=== Section Start ===

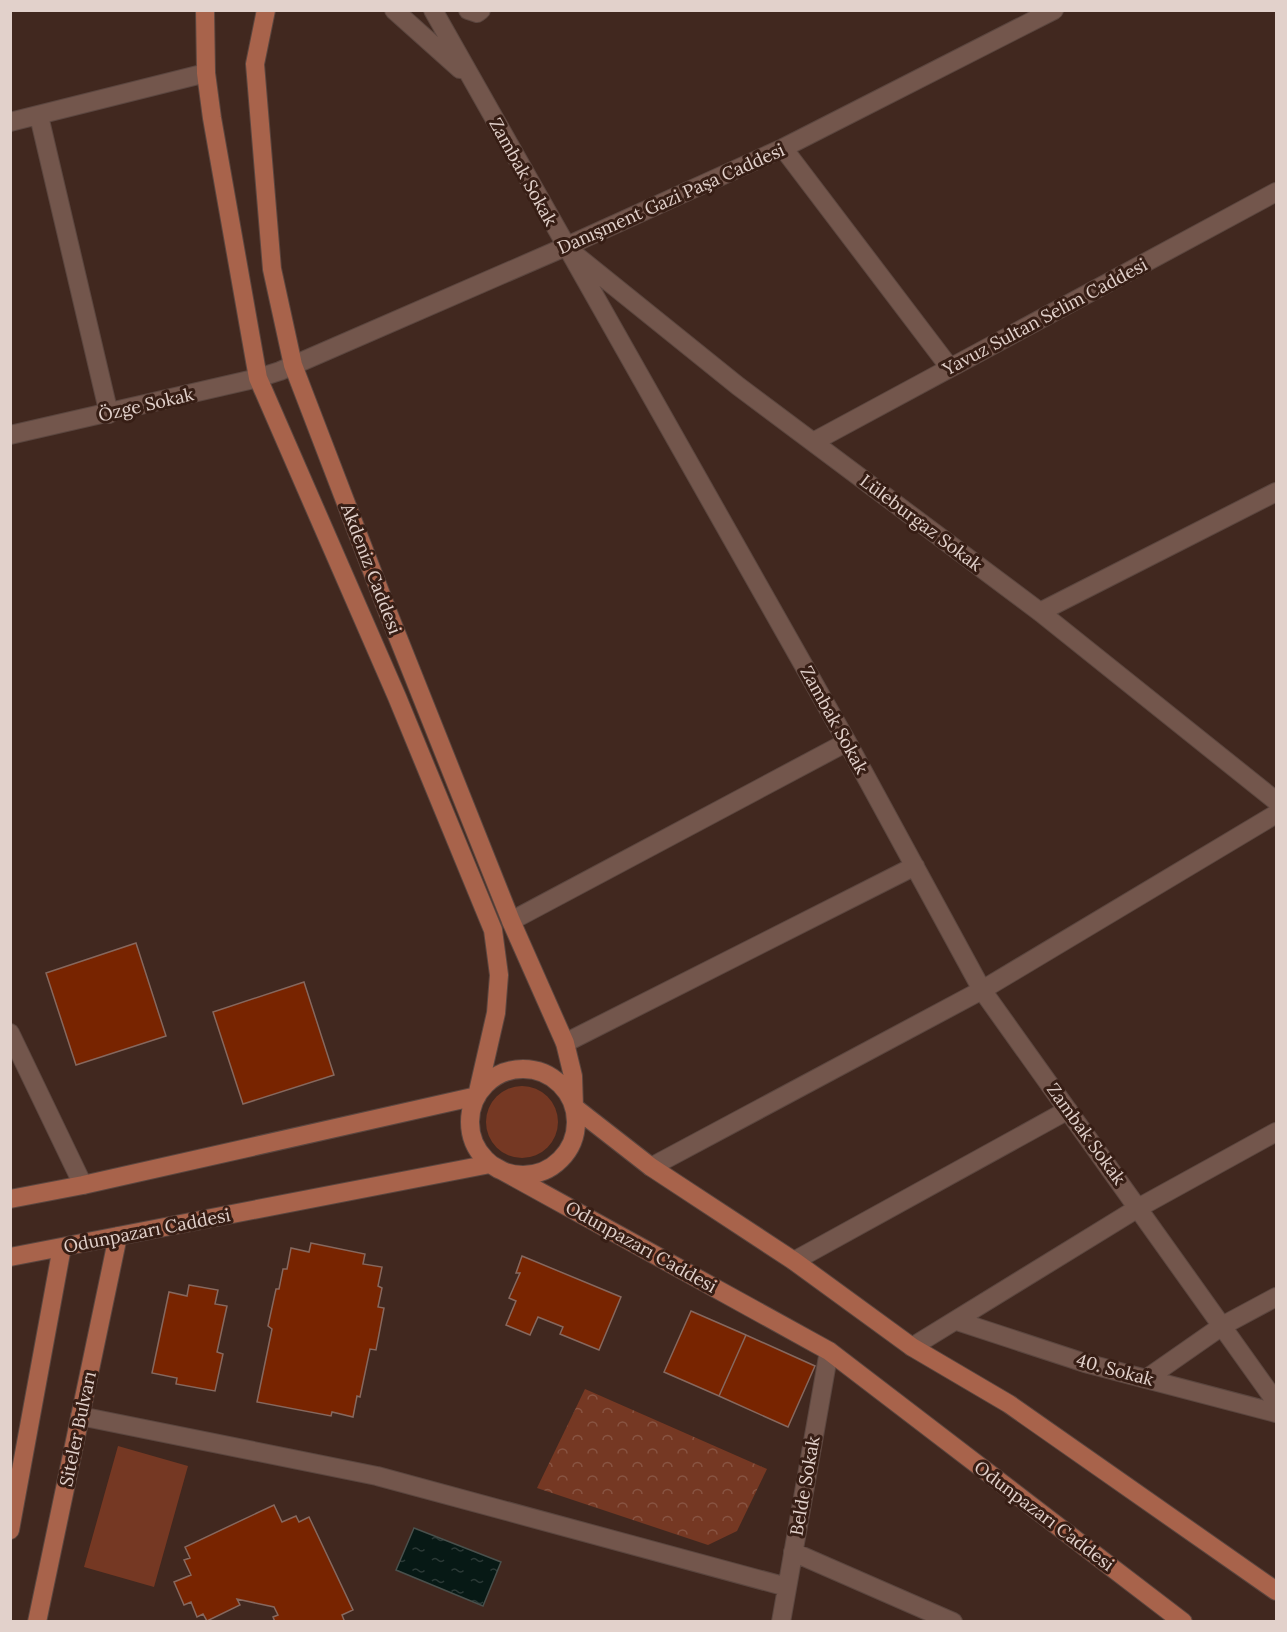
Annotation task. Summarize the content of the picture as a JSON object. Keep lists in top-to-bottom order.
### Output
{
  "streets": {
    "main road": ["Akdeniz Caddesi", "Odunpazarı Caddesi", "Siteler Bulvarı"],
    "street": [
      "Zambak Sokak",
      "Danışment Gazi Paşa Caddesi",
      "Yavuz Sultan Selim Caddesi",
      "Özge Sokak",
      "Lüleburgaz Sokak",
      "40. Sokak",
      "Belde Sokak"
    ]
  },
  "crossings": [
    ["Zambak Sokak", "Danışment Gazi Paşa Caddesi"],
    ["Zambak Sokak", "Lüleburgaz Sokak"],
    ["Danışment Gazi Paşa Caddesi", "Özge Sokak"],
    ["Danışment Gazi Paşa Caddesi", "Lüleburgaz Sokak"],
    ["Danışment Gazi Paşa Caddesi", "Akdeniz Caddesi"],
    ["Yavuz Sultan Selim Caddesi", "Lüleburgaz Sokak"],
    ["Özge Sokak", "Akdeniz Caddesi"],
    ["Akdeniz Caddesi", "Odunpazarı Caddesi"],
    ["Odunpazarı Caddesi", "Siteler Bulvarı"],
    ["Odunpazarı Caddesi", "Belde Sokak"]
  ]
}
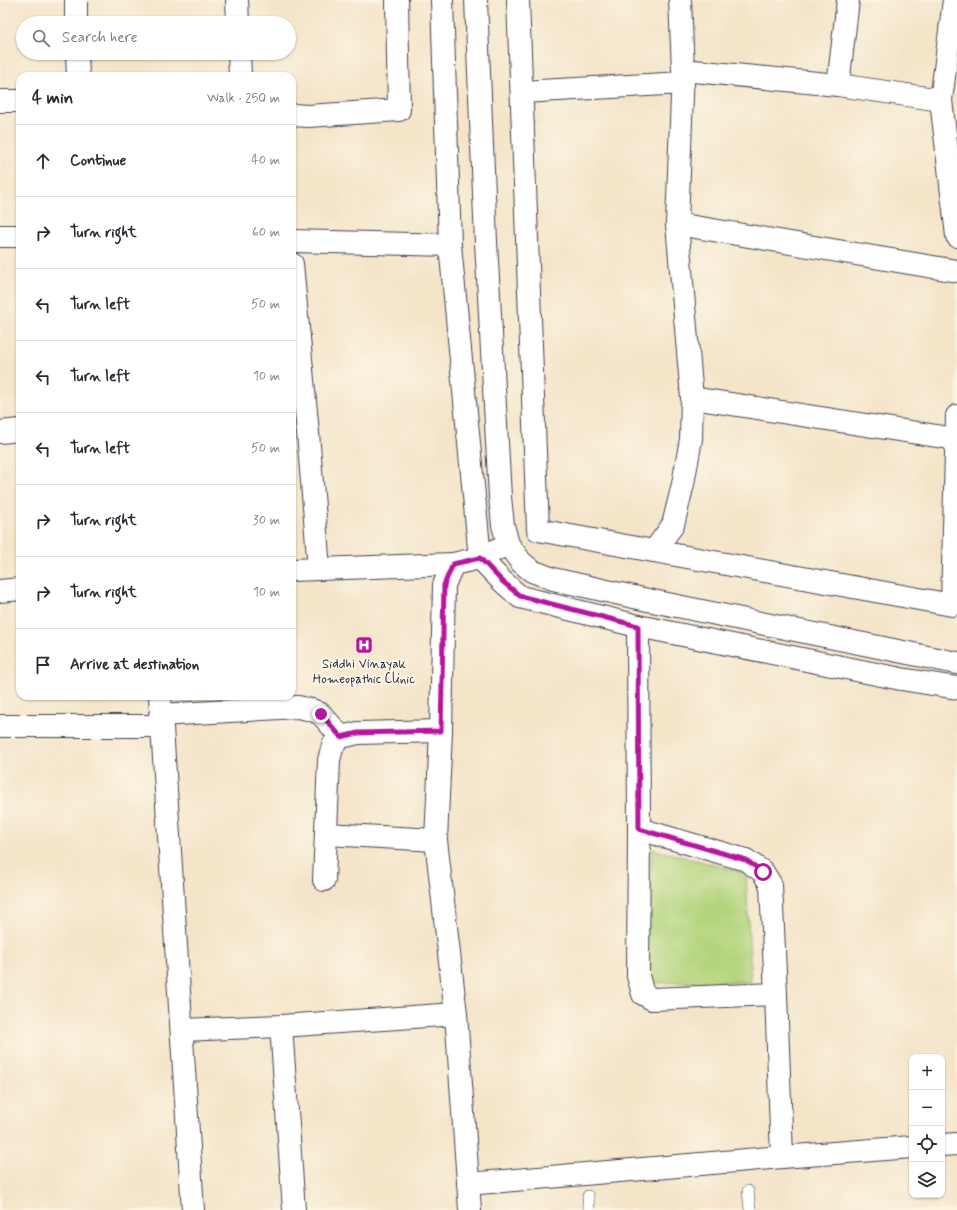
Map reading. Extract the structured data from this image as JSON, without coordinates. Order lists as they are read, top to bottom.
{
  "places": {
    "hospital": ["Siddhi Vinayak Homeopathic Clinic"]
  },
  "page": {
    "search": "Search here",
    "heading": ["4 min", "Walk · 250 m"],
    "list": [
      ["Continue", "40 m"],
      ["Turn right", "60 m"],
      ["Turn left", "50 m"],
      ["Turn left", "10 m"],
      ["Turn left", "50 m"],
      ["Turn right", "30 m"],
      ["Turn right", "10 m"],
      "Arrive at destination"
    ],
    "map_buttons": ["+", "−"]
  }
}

=== Section End ===
=== Section Start ===

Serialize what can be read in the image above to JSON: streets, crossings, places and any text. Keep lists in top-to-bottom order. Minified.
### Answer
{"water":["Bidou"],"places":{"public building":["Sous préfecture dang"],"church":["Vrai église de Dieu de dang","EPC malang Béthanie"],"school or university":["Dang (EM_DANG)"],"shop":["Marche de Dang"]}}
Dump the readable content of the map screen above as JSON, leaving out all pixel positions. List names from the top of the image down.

=== Section End ===

ACTION ITEM:
In the material above, find every line with the word "content" and show it.

FINAL ANSWER:
Annotation task. Summarize the content of the picture as a JSON object. Keep lists in top-to-bottom order.
Dump the readable content of the map screen above as JSON, leaving out all pixel positions. List names from the top of the image down.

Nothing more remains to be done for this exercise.